====== EXTRACTED ENTRIES ======
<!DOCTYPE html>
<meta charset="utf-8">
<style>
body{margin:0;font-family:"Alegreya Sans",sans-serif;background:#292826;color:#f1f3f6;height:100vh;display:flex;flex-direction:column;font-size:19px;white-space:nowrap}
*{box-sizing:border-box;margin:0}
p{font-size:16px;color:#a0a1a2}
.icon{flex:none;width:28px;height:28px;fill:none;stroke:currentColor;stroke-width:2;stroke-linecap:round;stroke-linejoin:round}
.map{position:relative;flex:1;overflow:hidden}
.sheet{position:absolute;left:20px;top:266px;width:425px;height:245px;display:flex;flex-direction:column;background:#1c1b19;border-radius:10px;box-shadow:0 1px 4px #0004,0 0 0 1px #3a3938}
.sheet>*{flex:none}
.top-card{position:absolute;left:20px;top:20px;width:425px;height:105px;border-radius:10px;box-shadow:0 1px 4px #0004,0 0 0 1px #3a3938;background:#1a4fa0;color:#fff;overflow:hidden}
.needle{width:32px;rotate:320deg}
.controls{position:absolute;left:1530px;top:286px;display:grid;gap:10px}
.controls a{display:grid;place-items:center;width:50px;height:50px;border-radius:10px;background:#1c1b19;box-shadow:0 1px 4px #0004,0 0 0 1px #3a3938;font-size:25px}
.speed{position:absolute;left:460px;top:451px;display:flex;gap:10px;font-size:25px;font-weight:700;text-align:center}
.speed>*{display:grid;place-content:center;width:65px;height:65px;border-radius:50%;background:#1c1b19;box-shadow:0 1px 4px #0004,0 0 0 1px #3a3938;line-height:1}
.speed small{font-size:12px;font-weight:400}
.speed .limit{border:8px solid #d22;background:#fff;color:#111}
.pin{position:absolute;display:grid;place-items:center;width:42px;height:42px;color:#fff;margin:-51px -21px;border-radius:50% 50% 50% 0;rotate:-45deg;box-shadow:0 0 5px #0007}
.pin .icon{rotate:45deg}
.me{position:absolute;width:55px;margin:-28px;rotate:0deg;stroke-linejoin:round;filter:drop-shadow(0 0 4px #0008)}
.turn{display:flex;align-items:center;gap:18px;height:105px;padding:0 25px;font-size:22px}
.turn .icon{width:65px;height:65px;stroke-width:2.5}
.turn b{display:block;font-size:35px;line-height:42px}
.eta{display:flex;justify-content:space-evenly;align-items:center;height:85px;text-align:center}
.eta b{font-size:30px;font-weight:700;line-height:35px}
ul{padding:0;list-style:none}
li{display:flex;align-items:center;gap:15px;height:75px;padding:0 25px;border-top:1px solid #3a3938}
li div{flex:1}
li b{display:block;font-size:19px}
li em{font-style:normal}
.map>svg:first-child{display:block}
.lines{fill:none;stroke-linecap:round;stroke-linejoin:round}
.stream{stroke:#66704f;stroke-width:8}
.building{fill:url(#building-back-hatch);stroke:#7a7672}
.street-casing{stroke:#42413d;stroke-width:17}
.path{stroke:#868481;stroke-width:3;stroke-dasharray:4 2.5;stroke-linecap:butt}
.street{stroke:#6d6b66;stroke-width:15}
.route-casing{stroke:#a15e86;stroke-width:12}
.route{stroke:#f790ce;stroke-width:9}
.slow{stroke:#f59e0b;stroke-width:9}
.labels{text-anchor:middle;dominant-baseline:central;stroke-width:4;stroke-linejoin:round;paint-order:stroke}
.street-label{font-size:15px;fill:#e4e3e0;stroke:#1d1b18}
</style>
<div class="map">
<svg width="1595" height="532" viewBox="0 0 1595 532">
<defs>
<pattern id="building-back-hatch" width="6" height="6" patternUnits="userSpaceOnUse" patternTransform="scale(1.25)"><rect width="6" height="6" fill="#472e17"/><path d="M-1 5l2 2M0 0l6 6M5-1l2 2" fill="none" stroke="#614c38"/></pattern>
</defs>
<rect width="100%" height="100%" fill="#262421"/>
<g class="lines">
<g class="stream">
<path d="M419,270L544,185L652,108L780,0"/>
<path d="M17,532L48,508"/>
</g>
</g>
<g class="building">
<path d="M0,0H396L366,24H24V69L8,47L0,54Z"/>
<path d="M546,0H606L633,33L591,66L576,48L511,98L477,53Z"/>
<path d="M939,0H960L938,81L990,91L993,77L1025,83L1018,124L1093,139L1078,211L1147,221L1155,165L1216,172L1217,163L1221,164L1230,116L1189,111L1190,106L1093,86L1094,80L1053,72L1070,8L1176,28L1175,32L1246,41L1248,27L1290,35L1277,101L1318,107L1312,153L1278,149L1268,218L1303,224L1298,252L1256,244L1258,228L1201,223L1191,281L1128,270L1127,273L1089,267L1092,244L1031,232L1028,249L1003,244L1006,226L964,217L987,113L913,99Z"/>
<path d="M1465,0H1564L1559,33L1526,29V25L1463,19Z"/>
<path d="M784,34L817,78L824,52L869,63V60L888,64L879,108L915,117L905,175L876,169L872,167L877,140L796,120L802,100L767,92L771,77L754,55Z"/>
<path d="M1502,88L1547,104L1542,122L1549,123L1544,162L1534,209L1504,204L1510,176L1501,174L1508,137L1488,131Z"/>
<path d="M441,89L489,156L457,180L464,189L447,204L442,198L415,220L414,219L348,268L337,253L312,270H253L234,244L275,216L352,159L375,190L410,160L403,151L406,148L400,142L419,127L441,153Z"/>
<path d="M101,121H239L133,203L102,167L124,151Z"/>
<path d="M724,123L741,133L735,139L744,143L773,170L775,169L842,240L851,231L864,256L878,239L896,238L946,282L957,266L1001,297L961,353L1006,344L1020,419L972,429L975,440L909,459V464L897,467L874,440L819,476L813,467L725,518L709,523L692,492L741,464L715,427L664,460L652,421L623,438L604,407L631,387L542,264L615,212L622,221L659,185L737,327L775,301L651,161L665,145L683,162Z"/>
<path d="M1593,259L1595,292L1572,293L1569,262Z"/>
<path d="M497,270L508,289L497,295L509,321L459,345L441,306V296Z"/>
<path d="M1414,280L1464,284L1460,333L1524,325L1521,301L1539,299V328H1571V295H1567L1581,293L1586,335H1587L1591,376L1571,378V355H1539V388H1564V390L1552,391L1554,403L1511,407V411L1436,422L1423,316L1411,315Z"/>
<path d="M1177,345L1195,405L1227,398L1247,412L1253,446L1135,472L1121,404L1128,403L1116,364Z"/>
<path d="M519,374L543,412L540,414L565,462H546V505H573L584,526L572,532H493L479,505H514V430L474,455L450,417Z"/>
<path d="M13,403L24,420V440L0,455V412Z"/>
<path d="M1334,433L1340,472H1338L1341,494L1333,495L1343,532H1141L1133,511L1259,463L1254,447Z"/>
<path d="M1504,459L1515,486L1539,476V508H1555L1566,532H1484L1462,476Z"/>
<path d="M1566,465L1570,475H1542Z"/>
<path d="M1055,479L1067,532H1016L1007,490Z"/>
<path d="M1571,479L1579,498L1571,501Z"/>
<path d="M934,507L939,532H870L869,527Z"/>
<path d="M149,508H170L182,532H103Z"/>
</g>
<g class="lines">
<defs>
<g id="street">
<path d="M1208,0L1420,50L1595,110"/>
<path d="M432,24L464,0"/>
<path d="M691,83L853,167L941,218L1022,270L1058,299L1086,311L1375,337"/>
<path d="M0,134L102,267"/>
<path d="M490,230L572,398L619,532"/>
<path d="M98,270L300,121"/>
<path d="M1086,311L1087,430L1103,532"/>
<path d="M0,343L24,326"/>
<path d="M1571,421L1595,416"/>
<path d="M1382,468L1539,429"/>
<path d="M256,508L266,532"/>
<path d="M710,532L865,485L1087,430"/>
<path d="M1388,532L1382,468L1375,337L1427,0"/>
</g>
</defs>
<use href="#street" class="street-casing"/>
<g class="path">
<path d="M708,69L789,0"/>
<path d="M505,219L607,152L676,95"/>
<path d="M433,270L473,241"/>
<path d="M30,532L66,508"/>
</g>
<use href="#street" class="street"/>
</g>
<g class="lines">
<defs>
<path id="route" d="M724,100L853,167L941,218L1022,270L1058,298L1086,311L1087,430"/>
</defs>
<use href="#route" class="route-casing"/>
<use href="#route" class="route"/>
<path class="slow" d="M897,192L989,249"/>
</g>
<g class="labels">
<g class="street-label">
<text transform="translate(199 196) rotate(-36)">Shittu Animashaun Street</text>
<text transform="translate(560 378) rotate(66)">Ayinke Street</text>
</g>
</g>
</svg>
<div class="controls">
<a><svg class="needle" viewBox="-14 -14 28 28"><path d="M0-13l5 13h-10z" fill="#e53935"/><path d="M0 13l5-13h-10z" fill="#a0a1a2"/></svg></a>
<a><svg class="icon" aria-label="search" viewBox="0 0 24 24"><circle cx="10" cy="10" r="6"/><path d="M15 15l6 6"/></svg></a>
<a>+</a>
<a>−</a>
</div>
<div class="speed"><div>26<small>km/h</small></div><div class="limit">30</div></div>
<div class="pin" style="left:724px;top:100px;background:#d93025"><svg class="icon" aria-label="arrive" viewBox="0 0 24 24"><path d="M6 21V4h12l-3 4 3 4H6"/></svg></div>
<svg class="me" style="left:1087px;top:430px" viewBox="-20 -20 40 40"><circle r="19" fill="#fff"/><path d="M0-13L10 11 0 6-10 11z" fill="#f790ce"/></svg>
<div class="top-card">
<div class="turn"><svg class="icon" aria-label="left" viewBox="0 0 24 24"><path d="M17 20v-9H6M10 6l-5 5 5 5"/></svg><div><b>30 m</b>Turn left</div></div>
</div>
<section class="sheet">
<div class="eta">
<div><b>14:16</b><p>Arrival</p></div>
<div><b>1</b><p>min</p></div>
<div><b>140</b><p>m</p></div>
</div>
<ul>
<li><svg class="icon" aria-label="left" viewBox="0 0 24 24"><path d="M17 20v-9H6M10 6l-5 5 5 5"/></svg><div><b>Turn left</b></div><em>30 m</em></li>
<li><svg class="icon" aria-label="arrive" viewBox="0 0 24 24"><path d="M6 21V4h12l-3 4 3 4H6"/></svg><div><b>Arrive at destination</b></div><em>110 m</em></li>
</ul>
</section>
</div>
======
====== EXTRACTED ENTRIES ======
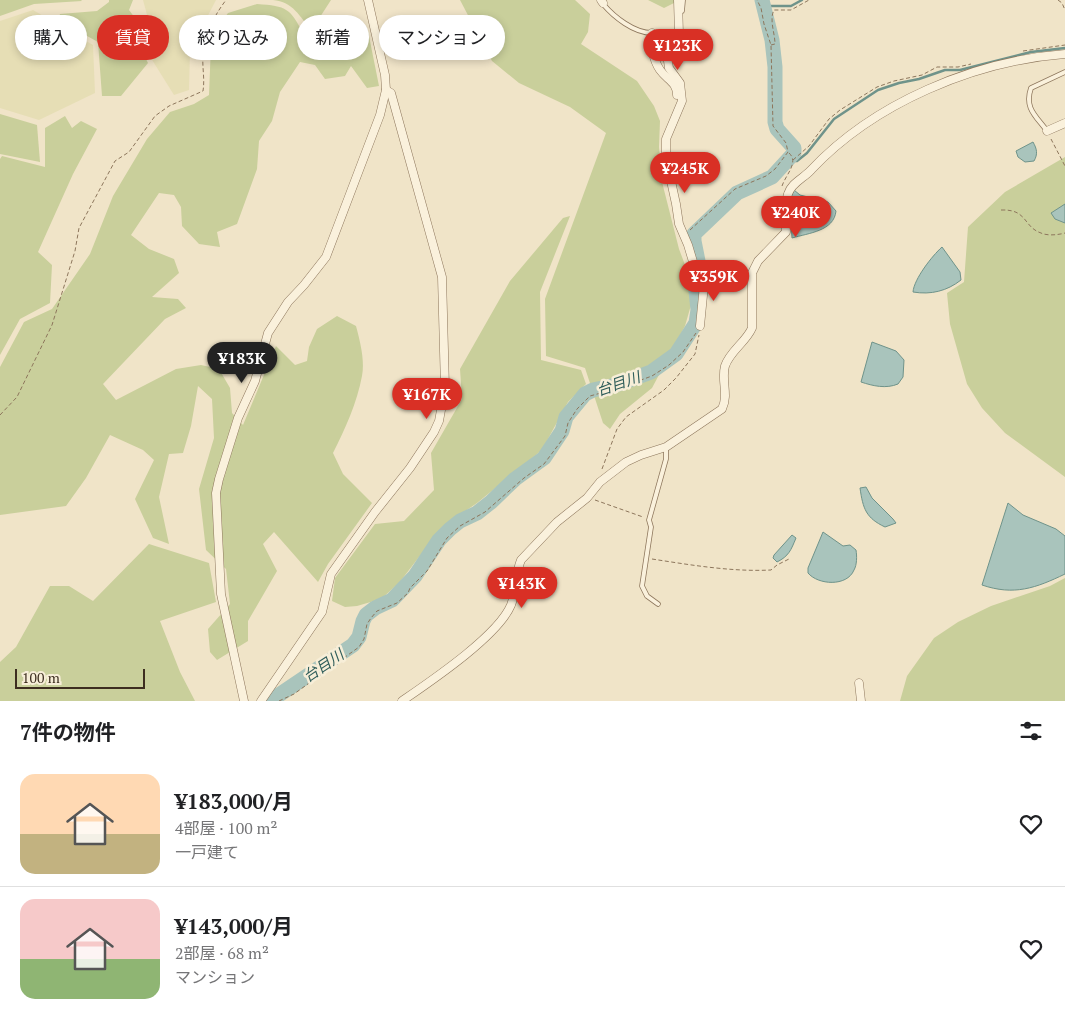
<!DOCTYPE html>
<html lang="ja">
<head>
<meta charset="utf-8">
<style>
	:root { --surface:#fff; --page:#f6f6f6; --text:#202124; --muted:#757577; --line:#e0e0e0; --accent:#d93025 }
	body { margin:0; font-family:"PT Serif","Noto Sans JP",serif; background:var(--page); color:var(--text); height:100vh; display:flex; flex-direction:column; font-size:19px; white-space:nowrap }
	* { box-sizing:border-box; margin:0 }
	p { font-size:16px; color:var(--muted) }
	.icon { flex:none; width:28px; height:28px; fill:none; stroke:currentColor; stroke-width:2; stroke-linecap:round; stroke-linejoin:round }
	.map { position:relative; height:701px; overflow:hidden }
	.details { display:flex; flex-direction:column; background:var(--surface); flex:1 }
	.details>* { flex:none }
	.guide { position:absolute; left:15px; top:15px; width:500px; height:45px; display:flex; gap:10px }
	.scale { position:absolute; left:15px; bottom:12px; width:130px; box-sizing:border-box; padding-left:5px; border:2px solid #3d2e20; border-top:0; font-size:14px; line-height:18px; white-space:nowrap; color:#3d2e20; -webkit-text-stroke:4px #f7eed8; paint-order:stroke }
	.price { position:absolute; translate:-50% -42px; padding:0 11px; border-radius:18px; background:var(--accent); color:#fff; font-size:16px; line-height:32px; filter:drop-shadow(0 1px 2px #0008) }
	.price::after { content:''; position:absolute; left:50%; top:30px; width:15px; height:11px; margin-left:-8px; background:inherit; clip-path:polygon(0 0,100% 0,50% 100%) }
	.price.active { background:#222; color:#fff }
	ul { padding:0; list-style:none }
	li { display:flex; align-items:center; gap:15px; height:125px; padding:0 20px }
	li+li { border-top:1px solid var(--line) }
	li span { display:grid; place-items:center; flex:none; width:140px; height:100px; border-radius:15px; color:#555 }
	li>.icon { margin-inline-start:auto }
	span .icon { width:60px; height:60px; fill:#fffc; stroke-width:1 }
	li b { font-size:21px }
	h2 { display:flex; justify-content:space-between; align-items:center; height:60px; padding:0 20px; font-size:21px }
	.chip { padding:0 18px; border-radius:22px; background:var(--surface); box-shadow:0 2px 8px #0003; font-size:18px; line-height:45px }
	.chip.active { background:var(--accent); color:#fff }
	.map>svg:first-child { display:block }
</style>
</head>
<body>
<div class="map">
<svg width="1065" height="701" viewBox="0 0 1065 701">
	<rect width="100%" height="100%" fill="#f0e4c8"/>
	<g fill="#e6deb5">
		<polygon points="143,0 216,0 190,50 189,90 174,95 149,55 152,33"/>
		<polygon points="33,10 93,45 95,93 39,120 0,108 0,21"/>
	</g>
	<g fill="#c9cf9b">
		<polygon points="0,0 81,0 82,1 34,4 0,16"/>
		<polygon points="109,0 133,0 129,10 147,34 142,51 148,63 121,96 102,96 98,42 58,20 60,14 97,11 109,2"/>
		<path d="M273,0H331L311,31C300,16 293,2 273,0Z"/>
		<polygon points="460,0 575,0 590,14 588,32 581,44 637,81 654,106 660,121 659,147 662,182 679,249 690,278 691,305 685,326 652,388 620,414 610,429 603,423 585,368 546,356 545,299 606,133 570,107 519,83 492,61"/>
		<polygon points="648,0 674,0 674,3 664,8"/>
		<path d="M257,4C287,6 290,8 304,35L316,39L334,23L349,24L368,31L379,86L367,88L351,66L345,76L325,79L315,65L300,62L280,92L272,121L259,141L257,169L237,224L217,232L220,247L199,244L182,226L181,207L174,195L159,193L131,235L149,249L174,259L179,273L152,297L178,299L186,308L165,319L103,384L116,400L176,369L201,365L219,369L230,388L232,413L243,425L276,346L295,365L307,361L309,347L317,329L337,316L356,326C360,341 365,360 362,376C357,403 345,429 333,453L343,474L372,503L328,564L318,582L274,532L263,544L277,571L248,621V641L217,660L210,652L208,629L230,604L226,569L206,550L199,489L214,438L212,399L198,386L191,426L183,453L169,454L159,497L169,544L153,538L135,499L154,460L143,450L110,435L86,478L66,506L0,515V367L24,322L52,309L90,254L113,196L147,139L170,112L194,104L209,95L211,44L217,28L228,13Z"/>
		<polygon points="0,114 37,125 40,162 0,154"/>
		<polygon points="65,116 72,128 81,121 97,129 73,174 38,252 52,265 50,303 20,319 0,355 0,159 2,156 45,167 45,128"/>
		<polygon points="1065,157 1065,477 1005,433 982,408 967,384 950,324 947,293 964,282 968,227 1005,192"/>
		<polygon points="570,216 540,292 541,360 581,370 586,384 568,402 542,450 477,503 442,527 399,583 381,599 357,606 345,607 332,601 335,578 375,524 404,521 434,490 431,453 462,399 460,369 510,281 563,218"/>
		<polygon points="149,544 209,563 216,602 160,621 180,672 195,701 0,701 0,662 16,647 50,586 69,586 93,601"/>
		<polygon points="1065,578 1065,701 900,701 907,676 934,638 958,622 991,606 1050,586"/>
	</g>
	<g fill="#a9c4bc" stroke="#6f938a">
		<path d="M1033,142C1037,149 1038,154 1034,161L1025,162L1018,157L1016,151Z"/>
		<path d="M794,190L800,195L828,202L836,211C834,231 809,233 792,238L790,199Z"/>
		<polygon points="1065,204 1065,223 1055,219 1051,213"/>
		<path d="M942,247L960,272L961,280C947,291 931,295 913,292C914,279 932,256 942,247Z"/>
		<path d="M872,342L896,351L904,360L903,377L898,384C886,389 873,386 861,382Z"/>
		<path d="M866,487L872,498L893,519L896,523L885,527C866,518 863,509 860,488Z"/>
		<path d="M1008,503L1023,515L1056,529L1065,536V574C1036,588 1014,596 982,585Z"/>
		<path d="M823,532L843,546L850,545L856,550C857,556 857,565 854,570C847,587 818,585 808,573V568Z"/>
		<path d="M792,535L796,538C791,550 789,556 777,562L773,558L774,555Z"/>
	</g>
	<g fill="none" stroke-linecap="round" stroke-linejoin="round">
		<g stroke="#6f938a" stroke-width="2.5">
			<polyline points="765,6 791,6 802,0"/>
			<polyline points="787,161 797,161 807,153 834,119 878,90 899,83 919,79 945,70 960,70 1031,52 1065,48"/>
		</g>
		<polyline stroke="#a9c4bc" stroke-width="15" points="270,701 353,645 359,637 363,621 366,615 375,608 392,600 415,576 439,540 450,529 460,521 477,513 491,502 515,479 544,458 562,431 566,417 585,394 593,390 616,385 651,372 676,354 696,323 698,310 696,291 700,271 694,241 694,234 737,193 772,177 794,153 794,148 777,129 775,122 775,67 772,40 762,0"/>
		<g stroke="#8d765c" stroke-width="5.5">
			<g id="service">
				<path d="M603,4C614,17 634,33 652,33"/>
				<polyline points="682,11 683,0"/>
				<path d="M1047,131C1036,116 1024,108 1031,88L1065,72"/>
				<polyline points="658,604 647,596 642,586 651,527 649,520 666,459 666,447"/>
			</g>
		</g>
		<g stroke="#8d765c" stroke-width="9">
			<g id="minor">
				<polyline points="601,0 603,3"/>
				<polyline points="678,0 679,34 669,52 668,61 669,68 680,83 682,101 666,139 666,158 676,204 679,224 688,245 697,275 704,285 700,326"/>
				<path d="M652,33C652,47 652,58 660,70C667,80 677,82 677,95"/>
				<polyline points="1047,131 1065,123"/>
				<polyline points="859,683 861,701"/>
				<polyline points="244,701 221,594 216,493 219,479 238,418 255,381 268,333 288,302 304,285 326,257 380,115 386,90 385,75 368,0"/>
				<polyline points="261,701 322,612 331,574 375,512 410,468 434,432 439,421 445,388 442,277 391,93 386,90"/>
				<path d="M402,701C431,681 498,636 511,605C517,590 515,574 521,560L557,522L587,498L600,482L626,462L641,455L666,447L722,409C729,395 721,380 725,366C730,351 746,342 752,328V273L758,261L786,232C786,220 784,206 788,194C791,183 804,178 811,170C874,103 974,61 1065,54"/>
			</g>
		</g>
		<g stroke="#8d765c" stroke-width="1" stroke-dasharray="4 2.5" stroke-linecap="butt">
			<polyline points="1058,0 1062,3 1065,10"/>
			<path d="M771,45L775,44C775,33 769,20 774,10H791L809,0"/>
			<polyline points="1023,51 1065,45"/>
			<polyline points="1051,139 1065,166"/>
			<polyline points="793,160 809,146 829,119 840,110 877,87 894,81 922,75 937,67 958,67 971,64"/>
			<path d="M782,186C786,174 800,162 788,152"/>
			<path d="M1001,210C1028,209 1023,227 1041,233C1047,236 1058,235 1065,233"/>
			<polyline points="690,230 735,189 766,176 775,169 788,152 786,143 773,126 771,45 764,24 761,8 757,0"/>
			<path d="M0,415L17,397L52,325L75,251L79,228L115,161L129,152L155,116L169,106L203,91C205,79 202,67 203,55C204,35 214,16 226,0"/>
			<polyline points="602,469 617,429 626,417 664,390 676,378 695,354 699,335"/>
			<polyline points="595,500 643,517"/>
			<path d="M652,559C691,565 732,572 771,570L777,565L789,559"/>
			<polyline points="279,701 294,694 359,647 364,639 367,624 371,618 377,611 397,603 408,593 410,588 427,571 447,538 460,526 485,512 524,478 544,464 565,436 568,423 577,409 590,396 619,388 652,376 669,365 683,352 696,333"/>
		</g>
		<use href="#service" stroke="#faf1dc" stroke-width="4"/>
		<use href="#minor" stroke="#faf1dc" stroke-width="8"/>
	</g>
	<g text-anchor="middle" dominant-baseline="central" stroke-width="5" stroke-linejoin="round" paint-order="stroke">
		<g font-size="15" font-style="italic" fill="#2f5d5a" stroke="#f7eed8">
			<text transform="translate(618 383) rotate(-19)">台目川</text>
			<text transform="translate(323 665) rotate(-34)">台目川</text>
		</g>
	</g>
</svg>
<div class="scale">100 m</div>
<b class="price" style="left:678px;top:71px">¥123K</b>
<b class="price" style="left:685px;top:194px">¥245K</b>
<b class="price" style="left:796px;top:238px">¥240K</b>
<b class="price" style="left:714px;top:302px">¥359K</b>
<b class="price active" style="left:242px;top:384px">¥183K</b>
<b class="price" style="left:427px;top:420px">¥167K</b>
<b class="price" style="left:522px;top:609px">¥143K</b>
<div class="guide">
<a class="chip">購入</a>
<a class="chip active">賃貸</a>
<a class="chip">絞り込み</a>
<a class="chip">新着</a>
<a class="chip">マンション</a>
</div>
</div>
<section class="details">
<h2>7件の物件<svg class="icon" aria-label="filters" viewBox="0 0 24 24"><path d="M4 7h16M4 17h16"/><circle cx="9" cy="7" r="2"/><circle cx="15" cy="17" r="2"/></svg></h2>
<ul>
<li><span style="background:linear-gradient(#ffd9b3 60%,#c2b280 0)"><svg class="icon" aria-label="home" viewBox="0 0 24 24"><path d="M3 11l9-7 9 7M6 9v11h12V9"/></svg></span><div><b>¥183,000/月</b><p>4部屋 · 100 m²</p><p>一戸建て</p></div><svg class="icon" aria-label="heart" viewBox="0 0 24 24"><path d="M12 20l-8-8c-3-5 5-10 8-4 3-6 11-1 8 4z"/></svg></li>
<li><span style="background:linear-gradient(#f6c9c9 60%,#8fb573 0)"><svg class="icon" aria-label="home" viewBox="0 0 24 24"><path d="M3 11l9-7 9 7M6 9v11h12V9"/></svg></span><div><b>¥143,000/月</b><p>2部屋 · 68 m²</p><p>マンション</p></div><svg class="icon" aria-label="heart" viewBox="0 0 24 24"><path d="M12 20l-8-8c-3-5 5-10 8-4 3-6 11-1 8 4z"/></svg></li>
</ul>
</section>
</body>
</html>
======
#### YOUR OBJECTIVE:
Scan the material above for the string "relative" and copy every line that has it.

#### RESPONSE AREA:
.map{position:relative;flex:1;overflow:hidden}
	.map { position:relative; height:701px; overflow:hidden }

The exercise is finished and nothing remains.